Art + Design

Throwback Thursday: Origins of Multimedia Art

Not computerised at all

26.11.2015

By Buro247

Throwback Thursday: Origins of Multimedia Art

When you hear the term “multimedia” it’s easy to connect it straight to the electronic devices you are reading these very words on. Hence it’s easy to define multimedia art as the product of the technological age – something that I myself often do. But it turns out we’re mostly wrong. Multimedia art and its original definitions spark from the same foundations as the eras where the art world witnessed some groundbreaking changes. And that was around the 1960s.

Multimedia artist and educator Randall Packer points out that while most people regard the origins of multimedia as a product of the birth of personal computers and the CD-ROM in the 1980s, they’re simply quite wrong. The definition of multimedia art itself, states that it’s a combination of visual art with the elements of other art forms that may be non visual (i.e. literature, drama, dance, motion graphics, recorded sound, music, or interactivity). It’s just that as time passed and technology evolved, so did this art form that has few boundaries.

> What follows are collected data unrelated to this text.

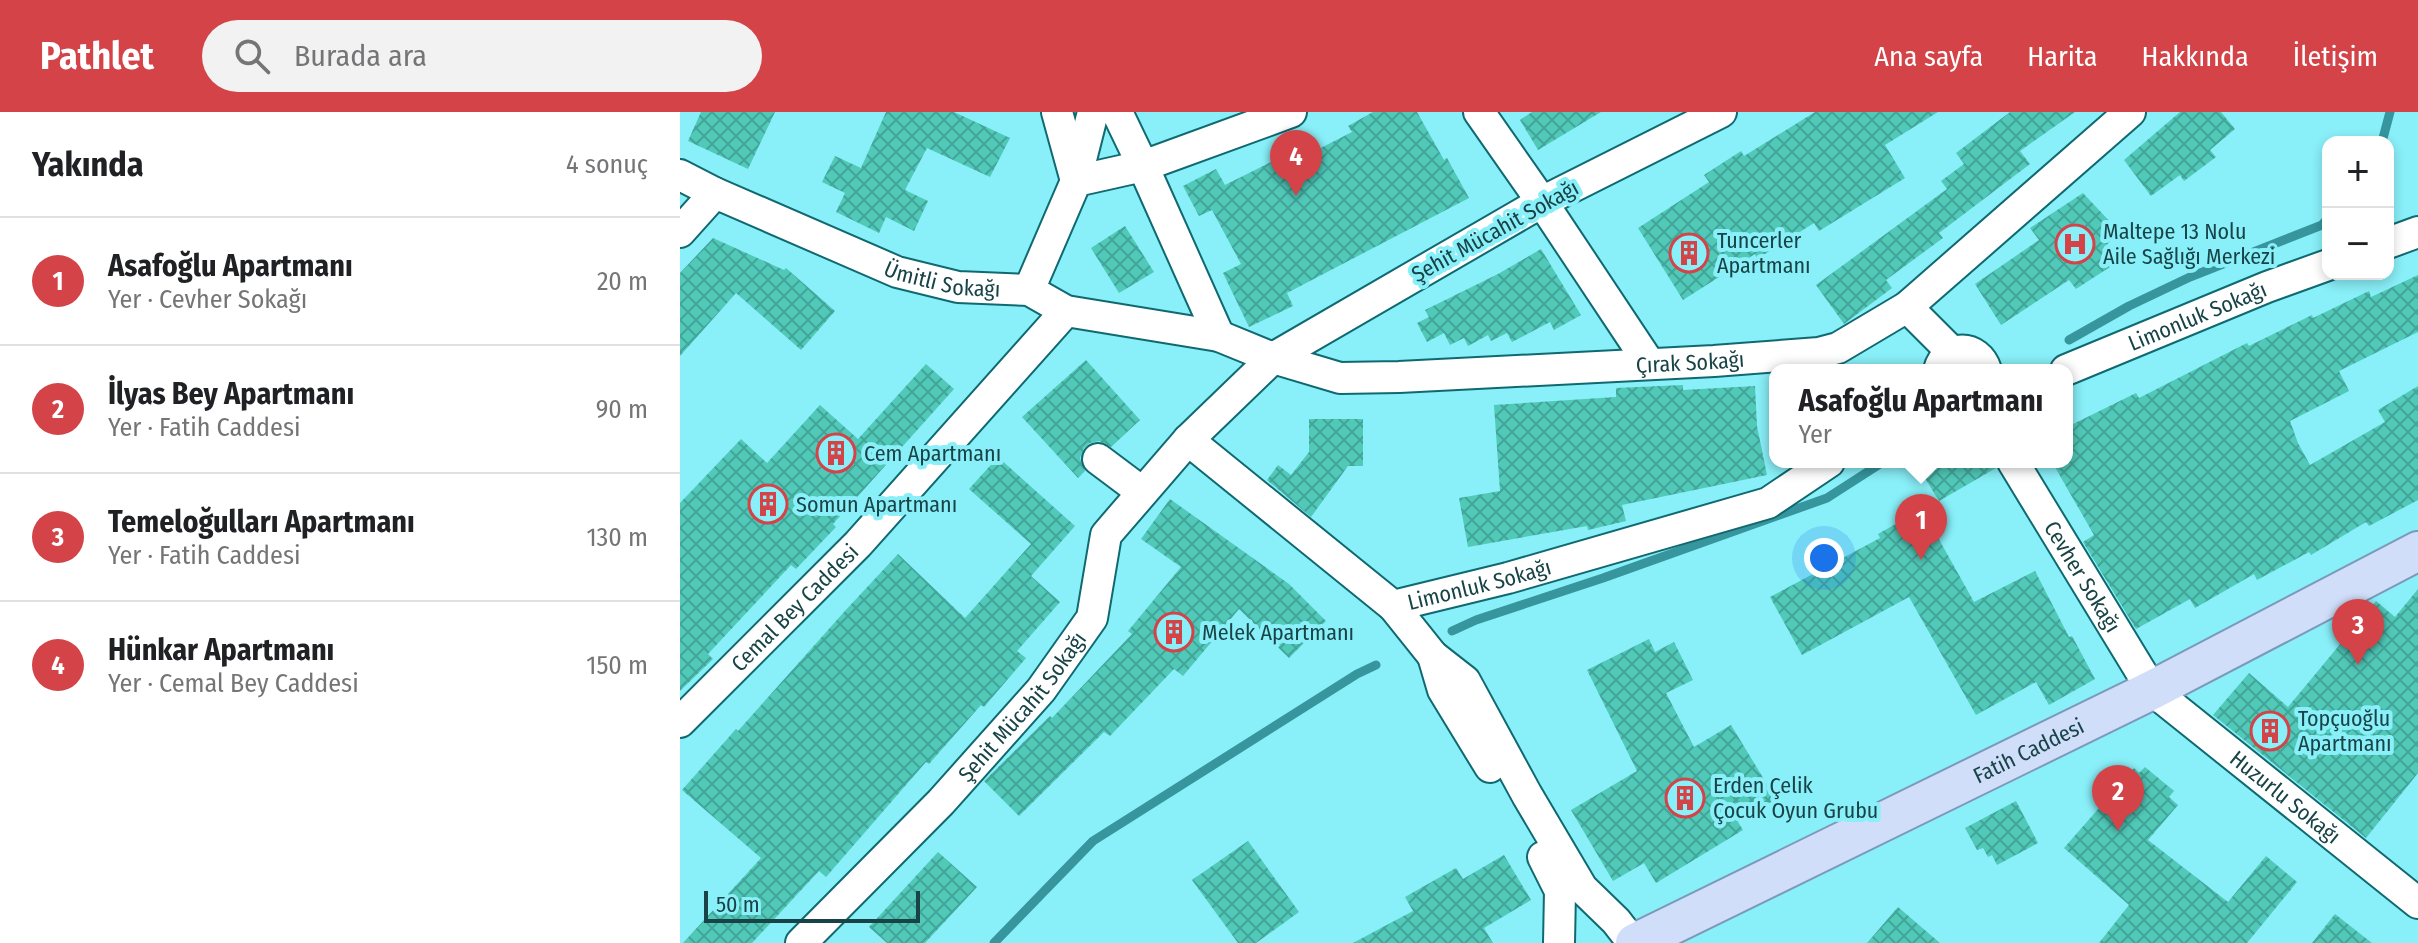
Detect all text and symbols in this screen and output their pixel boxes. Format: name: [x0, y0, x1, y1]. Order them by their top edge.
search box: [202, 20, 762, 92]
text: Pathlet: [40, 33, 154, 79]
icon: search: [230, 34, 274, 78]
text: Burada ara: [294, 38, 427, 74]
text: Ana sayfa: [1874, 40, 1983, 73]
text: Harita: [2027, 40, 2097, 73]
text: Hakkında: [2141, 40, 2249, 73]
text: İletişim: [2293, 40, 2378, 73]
pin: 4: [1270, 130, 1322, 196]
map controls: [2322, 136, 2394, 280]
button: +: [2322, 136, 2394, 208]
text: Yakında: [32, 144, 144, 185]
text: 4 sonuç: [566, 149, 648, 180]
street label: Şehit Mücahit Sokağı: [1407, 174, 1583, 288]
button: −: [2322, 208, 2394, 280]
place label: Maltepe 13 Nolu Aile Sağlığı Merkezi: [2103, 218, 2275, 270]
hospital icon: Maltepe 13 Nolu Aile Sağlığı Merkezi: [2054, 223, 2096, 265]
place label: Tuncerler Apartmanı: [1717, 227, 1811, 279]
building icon: Tuncerler Apartmanı: [1668, 232, 1710, 274]
text: Asafoğlu Apartmanı: [108, 248, 353, 284]
street label: Ümitli Sokağı: [880, 255, 1001, 302]
text: 1: [53, 266, 64, 297]
text: 20 m: [597, 266, 648, 297]
street label: Limonluk Sokağı: [2124, 275, 2270, 356]
text: Yer · Cevher Sokağı: [108, 284, 307, 315]
street label: Çırak Sokağı: [1635, 345, 1745, 379]
popup: [1769, 364, 2073, 468]
text: İlyas Bey Apartmanı: [108, 376, 354, 412]
text: Asafoğlu Apartmanı: [1799, 383, 2043, 419]
text: 2: [52, 394, 64, 425]
text: 90 m: [596, 394, 648, 425]
text: Yer · Fatih Caddesi: [108, 412, 301, 443]
text: Yer: [1799, 419, 1832, 450]
building icon: Cem Apartmanı: [815, 432, 857, 474]
place label: Cem Apartmanı: [864, 440, 1001, 467]
building icon: Somun Apartmanı: [747, 483, 789, 525]
place label: Somun Apartmanı: [796, 491, 957, 518]
pin: 1: [1895, 494, 1947, 560]
text: Temeloğulları Apartmanı: [108, 504, 415, 540]
street label: Cevher Sokağı: [2039, 516, 2127, 637]
text: 3: [52, 522, 64, 553]
text: 130 m: [586, 522, 648, 553]
street label: Cemal Bey Caddesi: [725, 538, 864, 677]
your location: [1804, 538, 1844, 578]
text: Yer · Fatih Caddesi: [108, 540, 301, 571]
street label: Limonluk Sokağı: [1405, 553, 1554, 616]
pin: 3: [2332, 599, 2384, 665]
building icon: Melek Apartmanı: [1153, 611, 1195, 653]
place label: Melek Apartmanı: [1202, 619, 1354, 646]
street label: Şehit Mücahit Sokağı: [952, 626, 1092, 787]
text: Hünkar Apartmanı: [108, 632, 334, 668]
text: 4: [51, 650, 65, 681]
text: 150 m: [586, 650, 648, 681]
text: Yer · Cemal Bey Caddesi: [108, 668, 359, 699]
place label: Topçuoğlu Apartmanı: [2298, 705, 2392, 757]
building icon: Topçuoğlu Apartmanı: [2249, 710, 2291, 752]
street label: Fatih Caddesi: [1969, 712, 2088, 789]
street label: Huzurlu Sokağı: [2225, 744, 2346, 849]
pin: 2: [2092, 765, 2144, 831]
place label: Erden Çelik Çocuk Oyun Grubu: [1713, 772, 1878, 825]
building icon: Erden Çelik Çocuk Oyun Grubu: [1664, 777, 1706, 819]
scale bar: [704, 887, 920, 923]
text: 50 m: [716, 891, 760, 918]

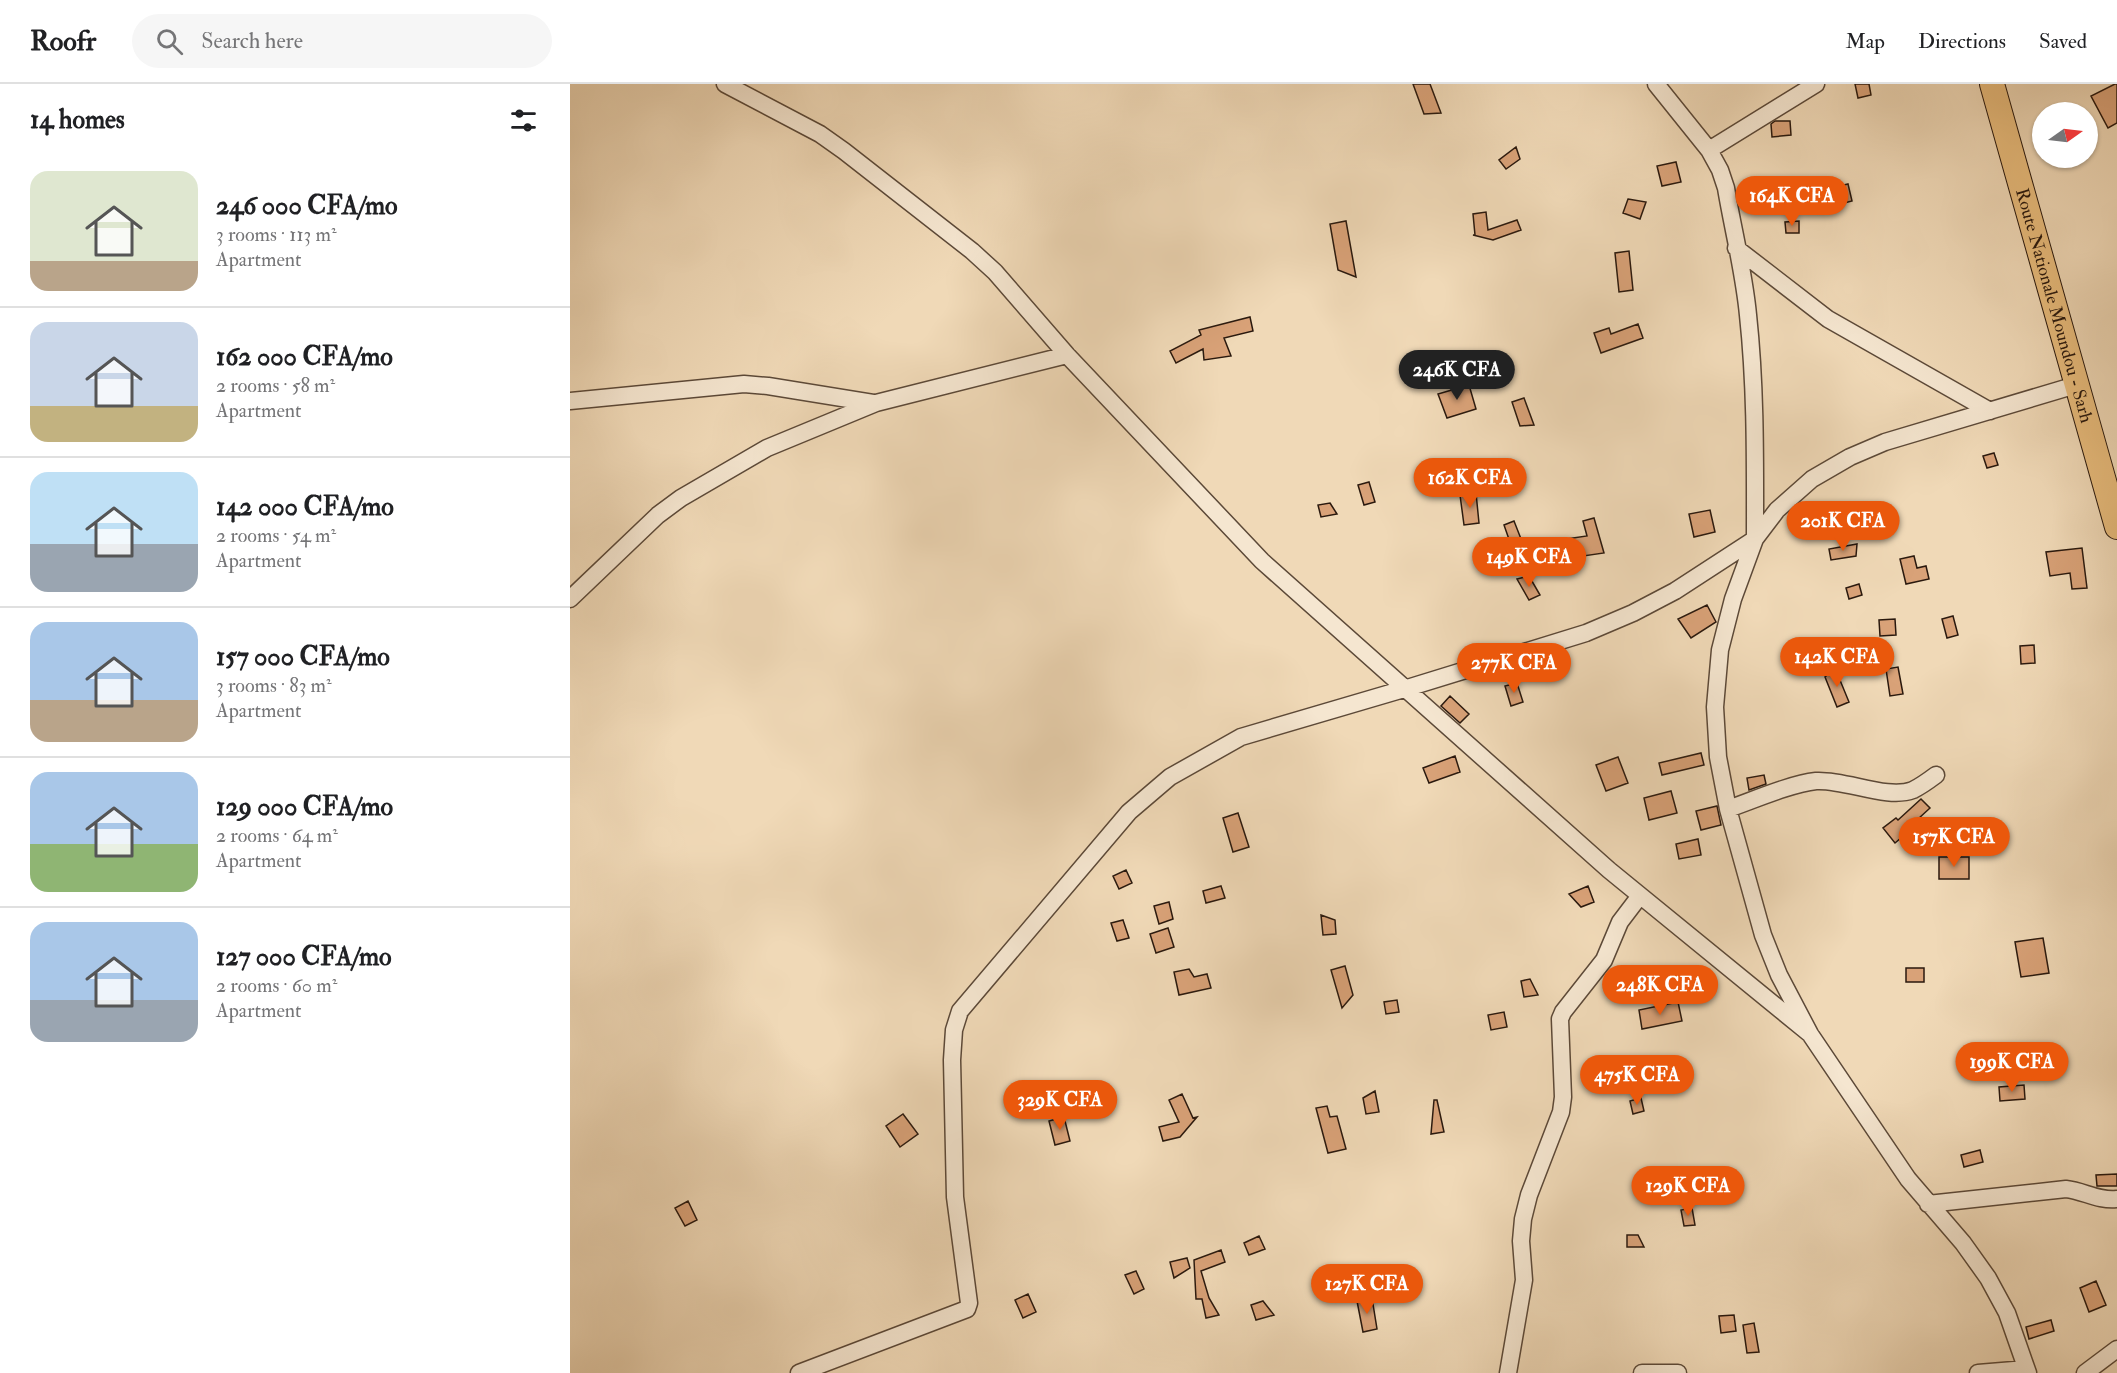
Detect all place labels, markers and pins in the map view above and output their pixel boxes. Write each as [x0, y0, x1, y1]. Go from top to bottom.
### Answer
pin: 164K CFA [1730, 176, 1854, 227]
pin: 246K CFA [1395, 350, 1519, 401]
pin: 162K CFA [1408, 458, 1532, 509]
pin: 201K CFA [1781, 501, 1905, 552]
pin: 149K CFA [1467, 537, 1591, 588]
pin: 142K CFA [1775, 637, 1899, 688]
pin: 277K CFA [1452, 643, 1576, 694]
pin: 157K CFA [1892, 817, 2016, 868]
pin: 248K CFA [1598, 965, 1722, 1016]
pin: 199K CFA [1950, 1042, 2074, 1093]
pin: 475K CFA [1575, 1055, 1699, 1106]
pin: 329K CFA [998, 1080, 1122, 1131]
pin: 129K CFA [1626, 1166, 1750, 1217]
pin: 127K CFA [1305, 1264, 1429, 1315]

“In fact, the word ‘multimedia’ (or ‘multi-media,’ as it was first spelt) had been around since at least the 1960s,” Packer explains in MoMA. He stipulates, “In the course of my research, I eventually settled on the 19th century opera composer Richard Wagner, who believed that music drama constituted the greatest synthesis of the arts, as a good place to begin my history.” He adds that Wagner referred to the artistic creation of a more “total” experience as Gesamtkunstwerk (total artwork) describing it as, “the multisensory immersion in sight and sound we now associate with the advanced technological forms of digital multimedia.”

 Packer points out that a fine example of perhaps one of the earliest display of multimedia art was from Swiss sculptor Jean Tinguely and his famous 1960 work Homage to New York. A pioneer of kinetic sculpture who worked in the Dada tradition, Tinguely created a sculpture that blew itself up in front of a started audience in MoMA’s Sculpture Garden. Describing his artwork, Tinguely said, “it’s a sculpture, it’s a picture, it’s an accompanist, it’s a poet, it’s a decoration – this machine is a situation.”

A massive 27-by-30 foot sculpture made out of recycled metal scraps, Artsy says that the contraption self-destructed at the peak of the half-hour performance. Unfortunately as it burst into flames, a firefighter intervened and thus the artwork was never displayed as it was intended. Nevertheless, Tinguely’s intention to infuse its spectators’ senses in a shocking display of destruction, noise and smoke, jots him down in the beginnings of multimedia art as we know it today.